Dans le Passage qui mène à Carrefour city, je vois arriver — si on peut dire arriver — un vieil homme chancelant, appuyé d’une main sur le mur et tenant de l’autre une canne sans savoir l’utiliser.

Je lui propose mon bras et nous convenons que je l’emmène jusqu’au bout du Passage. Il me dit : « Ensuite je prendrai le métro pour boire mon café à Saint-Ambroise ».

À mesure que nous avançons — si on peut dire avancer — il m’explique qu’il habite au n°11 avec son frère jumeau et qu’il est atteint, depuis une dizaine d’années, d’une maladie évolutive handicapante, « alors que lui n’a rien. » (Comme il est injuste d’être le mauvais jumeau…)

Mètre après mètre son projet de Saint-Ambroise me semble plus irréalisable et je crois que lui aussi commence à s’en apercevoir. Je lui demande : « Vous êtes sûr que vous vous sentez en forme pour descendre les escaliers du métro ? ». Je dis aussi des choses comme : « Il y a des jours où ça va mieux que d’autres, vous ne devriez peut-être pas forcer aujourd’hui… » Il reconnaît qu’il est déjà tombé récemment et je le vois de plus en plus préoccupé, sombre.
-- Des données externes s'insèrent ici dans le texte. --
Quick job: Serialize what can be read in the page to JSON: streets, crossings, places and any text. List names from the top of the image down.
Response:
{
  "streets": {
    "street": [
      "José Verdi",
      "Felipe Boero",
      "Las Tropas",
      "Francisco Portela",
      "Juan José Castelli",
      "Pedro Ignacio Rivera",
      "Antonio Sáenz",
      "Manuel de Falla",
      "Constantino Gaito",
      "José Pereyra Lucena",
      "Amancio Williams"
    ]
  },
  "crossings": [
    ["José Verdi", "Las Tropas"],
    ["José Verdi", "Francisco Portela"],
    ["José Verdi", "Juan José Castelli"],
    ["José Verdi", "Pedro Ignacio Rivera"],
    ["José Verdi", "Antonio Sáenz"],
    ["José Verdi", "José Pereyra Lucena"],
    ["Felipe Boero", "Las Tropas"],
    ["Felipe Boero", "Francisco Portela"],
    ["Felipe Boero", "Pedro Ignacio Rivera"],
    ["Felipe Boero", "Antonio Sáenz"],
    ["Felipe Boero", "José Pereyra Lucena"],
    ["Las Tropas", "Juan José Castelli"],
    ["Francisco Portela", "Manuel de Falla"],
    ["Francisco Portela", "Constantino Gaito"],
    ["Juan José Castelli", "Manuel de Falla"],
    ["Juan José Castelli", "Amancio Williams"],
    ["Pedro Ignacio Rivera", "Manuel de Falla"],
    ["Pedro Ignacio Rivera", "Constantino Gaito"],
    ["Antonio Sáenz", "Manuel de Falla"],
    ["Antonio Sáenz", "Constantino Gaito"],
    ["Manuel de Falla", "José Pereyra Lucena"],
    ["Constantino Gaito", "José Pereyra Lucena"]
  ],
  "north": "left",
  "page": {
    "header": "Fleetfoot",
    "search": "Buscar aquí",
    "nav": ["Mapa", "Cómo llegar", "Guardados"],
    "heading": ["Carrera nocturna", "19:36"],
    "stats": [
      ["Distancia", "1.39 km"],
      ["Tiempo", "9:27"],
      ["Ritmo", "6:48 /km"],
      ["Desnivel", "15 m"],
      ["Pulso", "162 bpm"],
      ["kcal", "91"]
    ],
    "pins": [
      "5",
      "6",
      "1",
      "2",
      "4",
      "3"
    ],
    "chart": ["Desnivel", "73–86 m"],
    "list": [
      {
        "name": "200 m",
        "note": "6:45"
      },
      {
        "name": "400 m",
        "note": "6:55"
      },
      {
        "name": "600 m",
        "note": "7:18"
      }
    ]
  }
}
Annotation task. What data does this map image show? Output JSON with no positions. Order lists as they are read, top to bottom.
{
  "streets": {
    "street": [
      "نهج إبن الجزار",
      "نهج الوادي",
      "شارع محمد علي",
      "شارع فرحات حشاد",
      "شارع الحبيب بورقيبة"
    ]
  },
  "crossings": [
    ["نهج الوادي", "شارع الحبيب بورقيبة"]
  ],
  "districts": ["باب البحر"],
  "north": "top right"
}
Peut-être se dit-il qu’il est entré dans une phase de sa maladie qui l’empêchera à tout jamais de prendre le métro.

Son bras est lourd et le Passage ne m’a jamais semblé aussi long.

Je l’installe sur une chaise du boulevard pour qu’il appelle son frère. Quand je reviens de Carrefour city la chaise est vide.

Il m’a dit son âge, c’est le mien.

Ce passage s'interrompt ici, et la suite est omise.